Professor Takuzo Aida at the University of Tokyo, team leader Yasuhiro Ishida at RIKEN, and Takayoshi Sasaki at the National Institute for Materials Science and their colleagues have developed a novel hydrogel with mechanical properties that are highly anisotropic (different depending on direction), and which contains negatively charged inorganic nanosheets that are oriented in layers facing the same direction by magneto-induced ordering.

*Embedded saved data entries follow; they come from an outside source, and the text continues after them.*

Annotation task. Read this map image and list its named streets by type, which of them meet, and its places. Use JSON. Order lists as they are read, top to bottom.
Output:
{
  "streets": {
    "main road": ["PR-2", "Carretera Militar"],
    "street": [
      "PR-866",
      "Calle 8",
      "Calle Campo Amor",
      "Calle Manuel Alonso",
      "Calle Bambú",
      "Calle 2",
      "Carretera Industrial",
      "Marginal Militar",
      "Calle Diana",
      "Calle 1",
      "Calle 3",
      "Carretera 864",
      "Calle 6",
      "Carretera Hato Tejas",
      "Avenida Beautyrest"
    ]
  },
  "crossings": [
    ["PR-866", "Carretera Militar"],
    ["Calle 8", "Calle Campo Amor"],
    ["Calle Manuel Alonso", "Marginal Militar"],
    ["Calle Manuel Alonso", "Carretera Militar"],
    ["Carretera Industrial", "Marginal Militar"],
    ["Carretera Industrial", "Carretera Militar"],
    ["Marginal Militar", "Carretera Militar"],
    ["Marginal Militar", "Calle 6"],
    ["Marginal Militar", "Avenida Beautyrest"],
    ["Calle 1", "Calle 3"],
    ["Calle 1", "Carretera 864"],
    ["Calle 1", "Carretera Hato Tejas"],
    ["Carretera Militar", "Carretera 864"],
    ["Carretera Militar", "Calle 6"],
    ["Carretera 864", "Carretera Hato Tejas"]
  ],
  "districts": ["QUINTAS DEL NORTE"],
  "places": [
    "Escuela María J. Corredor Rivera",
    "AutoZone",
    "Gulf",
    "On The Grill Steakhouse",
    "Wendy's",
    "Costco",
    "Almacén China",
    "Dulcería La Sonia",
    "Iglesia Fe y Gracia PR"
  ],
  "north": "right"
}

a) By in-situ gelating an aqueous dispersion of the nanosheets in a magnetic flux, cofacial ordering of the nanosheets can be fixed. (b) The resultant hydrogel easy deforms along a shear force applied parallel to the nanosheet plane but is highly resistive against a compressive force applied orthogonally

© 2015 Takuzo Aida.(a) By in-situ gelating an aqueous dispersion of the nanosheets in a magnetic flux, cofacial ordering of the nanosheets can be fixed. (b) The resultant hydrogel easy deforms along a shear force applied parallel to the nanosheet plane but is highly resistive against a compressive force applied orthogonally.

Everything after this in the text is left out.